WHAT TO WORK ON – Return every line from the records below in which the word "speed" is found.

Collected data:
◇ ◇ ◇ ◇ ◇ ◇ ◇
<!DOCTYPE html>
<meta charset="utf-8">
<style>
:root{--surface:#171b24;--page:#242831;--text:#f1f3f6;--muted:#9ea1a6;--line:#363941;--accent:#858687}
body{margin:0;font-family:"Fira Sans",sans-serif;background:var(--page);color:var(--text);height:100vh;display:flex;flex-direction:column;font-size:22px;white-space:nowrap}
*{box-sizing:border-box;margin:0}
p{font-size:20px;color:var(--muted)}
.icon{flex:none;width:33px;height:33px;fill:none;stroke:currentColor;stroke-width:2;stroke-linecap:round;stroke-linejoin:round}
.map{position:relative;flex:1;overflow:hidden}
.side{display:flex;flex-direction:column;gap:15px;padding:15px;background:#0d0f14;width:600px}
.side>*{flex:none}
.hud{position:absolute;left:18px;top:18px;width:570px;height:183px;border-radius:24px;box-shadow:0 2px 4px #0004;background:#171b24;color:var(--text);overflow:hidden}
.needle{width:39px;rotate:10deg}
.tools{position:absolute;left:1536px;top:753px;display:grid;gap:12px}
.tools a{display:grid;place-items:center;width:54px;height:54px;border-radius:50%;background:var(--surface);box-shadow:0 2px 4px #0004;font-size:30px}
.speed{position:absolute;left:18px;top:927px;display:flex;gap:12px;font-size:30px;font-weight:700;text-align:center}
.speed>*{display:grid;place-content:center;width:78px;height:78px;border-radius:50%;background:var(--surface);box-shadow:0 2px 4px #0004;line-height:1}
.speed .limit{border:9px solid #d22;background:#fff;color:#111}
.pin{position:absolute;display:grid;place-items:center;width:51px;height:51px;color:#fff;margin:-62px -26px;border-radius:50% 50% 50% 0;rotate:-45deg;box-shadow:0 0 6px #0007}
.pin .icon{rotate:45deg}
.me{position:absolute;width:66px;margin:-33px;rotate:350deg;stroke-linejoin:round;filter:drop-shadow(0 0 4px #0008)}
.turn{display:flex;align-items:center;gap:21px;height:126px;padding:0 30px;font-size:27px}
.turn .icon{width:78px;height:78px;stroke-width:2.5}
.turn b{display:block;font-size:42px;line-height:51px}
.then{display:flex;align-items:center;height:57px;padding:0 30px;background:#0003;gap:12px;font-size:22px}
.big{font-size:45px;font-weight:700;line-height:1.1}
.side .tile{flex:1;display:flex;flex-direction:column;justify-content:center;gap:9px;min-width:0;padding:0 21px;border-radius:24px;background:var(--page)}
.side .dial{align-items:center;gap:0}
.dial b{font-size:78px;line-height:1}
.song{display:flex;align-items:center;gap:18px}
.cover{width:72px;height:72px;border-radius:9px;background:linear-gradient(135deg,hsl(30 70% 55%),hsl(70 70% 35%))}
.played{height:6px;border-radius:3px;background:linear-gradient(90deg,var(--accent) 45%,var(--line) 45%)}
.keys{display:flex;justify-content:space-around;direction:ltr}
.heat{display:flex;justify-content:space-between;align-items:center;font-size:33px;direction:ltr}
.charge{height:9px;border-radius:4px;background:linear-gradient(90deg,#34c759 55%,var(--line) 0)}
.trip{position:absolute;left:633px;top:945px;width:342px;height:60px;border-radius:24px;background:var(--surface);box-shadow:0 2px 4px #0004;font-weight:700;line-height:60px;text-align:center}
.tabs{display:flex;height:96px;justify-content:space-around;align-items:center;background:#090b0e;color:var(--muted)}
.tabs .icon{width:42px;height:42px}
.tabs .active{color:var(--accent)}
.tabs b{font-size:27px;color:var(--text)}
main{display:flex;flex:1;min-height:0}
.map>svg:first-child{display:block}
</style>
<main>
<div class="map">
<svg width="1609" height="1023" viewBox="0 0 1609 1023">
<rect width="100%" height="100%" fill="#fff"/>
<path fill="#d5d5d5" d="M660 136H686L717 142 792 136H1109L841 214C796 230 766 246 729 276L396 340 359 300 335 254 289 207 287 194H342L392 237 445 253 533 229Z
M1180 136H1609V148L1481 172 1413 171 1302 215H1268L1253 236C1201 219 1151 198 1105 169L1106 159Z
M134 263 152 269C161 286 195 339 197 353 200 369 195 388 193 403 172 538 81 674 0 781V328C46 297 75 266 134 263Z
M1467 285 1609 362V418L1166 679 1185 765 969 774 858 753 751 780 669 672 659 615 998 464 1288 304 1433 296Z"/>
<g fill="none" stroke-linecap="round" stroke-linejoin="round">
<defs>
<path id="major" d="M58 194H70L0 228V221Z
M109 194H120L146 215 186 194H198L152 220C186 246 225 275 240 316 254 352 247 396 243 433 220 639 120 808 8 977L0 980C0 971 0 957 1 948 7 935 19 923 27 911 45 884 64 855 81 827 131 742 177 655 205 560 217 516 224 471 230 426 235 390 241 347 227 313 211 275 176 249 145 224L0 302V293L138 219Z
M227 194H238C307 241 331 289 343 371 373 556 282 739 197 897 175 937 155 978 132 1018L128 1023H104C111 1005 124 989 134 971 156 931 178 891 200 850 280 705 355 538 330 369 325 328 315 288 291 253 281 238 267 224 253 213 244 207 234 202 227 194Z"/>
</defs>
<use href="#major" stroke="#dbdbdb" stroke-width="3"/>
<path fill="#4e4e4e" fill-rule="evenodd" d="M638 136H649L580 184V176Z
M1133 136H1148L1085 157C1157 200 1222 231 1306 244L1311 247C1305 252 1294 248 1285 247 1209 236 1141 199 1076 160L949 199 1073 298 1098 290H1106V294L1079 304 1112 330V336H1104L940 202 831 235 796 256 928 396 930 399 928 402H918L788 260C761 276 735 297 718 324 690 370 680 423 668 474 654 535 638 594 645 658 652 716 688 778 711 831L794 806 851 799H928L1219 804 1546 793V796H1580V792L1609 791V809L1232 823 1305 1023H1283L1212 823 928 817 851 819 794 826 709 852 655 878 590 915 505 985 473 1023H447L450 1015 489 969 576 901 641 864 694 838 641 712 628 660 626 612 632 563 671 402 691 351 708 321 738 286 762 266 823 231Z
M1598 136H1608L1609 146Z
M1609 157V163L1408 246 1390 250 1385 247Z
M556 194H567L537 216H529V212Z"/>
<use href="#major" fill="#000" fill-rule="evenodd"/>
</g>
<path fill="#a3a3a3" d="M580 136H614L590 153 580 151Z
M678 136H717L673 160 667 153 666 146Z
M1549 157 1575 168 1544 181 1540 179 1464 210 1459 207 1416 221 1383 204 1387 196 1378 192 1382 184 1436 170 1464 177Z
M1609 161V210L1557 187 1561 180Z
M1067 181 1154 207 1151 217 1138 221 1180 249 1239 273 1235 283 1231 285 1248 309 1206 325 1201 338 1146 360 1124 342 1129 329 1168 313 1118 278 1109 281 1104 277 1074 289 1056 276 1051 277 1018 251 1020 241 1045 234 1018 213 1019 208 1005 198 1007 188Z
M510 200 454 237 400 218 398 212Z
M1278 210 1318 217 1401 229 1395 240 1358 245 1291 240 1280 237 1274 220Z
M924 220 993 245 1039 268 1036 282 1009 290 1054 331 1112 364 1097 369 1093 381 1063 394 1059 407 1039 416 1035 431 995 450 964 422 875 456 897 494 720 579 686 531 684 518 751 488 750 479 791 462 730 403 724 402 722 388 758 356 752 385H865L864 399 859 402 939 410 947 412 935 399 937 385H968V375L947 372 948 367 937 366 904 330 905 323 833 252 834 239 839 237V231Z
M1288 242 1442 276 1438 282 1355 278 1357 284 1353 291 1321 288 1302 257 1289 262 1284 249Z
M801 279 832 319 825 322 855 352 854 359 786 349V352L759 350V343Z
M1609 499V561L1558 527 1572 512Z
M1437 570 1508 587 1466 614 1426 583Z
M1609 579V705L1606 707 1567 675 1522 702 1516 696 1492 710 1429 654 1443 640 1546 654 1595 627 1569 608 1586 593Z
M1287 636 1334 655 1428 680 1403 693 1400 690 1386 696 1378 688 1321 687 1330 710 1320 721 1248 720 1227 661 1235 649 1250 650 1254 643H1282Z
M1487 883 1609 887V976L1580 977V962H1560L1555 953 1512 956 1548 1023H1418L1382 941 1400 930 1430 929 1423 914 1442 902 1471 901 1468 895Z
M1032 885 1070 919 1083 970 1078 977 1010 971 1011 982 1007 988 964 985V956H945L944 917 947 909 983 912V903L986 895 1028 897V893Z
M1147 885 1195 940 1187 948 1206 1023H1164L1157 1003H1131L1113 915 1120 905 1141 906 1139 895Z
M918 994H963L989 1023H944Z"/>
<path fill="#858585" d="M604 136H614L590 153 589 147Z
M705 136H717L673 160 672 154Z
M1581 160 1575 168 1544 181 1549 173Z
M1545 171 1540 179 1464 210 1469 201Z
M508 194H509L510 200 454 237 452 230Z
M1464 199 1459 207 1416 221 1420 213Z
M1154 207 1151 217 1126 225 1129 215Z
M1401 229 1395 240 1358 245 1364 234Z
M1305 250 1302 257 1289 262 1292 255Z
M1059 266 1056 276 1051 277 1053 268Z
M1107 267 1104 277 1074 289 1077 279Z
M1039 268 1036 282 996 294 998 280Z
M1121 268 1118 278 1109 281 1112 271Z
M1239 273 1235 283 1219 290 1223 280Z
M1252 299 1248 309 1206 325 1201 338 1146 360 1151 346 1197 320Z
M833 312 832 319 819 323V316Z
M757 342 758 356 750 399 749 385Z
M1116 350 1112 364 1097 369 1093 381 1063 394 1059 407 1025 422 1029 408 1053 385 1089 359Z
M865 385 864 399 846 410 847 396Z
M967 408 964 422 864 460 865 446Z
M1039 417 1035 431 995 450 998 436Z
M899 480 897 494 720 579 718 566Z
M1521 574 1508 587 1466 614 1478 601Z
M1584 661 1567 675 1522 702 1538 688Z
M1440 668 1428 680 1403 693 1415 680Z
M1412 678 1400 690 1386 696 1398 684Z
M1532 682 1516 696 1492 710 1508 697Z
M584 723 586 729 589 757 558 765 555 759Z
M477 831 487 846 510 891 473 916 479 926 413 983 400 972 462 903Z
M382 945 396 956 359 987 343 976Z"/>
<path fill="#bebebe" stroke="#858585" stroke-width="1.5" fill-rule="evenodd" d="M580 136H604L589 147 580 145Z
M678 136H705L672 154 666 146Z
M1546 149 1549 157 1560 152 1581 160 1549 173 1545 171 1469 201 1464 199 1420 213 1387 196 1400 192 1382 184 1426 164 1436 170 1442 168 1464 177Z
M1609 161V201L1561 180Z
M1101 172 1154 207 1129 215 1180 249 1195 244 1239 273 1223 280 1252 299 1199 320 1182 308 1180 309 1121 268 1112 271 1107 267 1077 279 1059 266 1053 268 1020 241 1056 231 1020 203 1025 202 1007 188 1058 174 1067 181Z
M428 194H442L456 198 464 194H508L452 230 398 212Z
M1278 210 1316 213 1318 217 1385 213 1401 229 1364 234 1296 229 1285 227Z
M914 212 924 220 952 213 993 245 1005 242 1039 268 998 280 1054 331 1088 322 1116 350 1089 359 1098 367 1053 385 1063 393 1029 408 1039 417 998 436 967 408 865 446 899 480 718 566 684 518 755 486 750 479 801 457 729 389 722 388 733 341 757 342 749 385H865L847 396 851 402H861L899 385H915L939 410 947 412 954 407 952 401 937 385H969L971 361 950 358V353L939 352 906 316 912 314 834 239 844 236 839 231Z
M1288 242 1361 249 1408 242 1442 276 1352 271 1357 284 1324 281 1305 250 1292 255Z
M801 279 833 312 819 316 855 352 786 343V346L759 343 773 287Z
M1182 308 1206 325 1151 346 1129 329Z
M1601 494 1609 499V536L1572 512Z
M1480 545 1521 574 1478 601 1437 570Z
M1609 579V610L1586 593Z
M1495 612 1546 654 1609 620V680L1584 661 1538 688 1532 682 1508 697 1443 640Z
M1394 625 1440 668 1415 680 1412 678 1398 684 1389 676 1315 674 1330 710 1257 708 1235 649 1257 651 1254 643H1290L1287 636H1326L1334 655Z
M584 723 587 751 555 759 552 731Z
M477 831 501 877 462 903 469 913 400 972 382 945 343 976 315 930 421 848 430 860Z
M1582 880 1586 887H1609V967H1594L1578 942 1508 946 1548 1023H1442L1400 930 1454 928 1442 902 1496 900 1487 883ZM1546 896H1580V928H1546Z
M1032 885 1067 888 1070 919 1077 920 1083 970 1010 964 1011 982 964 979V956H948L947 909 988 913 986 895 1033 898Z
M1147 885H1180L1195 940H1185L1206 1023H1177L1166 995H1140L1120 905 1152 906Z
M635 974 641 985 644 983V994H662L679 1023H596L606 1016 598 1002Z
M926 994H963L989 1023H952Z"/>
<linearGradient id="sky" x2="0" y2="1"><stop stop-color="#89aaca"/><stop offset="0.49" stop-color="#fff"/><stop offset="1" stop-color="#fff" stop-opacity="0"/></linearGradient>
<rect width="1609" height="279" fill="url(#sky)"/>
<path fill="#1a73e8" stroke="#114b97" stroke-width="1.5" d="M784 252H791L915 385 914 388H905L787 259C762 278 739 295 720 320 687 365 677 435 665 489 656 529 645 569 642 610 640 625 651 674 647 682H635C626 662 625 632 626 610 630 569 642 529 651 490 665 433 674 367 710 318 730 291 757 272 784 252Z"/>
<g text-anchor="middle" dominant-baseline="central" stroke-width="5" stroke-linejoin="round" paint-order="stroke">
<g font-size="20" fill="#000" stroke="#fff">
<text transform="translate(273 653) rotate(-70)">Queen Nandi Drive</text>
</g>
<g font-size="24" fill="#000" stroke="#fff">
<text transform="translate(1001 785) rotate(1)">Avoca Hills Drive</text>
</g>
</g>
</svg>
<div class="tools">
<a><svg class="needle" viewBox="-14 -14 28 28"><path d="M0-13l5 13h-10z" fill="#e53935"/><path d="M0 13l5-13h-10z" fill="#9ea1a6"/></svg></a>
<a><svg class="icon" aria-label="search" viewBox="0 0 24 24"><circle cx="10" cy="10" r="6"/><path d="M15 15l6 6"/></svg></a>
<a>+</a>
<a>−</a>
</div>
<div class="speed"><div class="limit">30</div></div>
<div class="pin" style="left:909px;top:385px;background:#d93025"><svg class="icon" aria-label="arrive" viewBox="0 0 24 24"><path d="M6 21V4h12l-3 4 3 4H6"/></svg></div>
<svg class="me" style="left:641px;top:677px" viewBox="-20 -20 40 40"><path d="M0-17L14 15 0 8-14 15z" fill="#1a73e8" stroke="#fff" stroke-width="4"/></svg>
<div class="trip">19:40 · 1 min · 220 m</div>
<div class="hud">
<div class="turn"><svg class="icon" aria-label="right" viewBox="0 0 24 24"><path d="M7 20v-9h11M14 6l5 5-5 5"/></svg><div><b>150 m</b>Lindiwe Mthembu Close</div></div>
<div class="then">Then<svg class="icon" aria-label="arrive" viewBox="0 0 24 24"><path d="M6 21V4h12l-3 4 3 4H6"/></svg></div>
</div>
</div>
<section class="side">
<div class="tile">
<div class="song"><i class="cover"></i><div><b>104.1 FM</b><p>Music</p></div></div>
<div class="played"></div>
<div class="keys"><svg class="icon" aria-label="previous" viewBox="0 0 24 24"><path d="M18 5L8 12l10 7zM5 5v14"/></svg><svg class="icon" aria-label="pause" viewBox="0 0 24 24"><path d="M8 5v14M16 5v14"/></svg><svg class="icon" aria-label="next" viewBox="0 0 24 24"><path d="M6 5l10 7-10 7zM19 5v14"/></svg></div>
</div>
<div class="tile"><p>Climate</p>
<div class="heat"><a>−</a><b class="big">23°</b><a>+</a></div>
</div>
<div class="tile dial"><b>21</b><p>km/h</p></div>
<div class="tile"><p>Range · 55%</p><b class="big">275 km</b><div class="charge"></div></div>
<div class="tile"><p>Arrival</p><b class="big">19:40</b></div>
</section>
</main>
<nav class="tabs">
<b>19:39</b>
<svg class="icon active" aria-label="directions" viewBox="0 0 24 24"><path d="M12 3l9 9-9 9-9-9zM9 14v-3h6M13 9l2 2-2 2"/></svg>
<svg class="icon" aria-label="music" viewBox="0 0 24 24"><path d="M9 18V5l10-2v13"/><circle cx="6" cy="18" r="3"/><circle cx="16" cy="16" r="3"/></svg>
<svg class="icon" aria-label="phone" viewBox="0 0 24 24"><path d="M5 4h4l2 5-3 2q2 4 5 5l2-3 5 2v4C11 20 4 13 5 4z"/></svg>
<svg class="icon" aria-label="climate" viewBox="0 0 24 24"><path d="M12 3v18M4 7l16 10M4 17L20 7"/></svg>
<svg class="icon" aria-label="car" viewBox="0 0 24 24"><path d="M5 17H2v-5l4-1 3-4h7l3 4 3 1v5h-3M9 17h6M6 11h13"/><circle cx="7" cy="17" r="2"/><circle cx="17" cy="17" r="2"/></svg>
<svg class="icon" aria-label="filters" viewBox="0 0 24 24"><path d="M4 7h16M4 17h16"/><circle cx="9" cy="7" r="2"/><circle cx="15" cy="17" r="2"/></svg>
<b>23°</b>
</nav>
◇ ◇ ◇ ◇ ◇ ◇ ◇
WORKED SOLUTION –
.speed{position:absolute;left:18px;top:927px;display:flex;gap:12px;font-size:30px;font-weight:700;text-align:center}
.speed>*{display:grid;place-content:center;width:78px;height:78px;border-radius:50%;background:var(--surface);box-shadow:0 2px 4px #0004;line-height:1}
.speed .limit{border:9px solid #d22;background:#fff;color:#111}
<div class="speed"><div class="limit">30</div></div>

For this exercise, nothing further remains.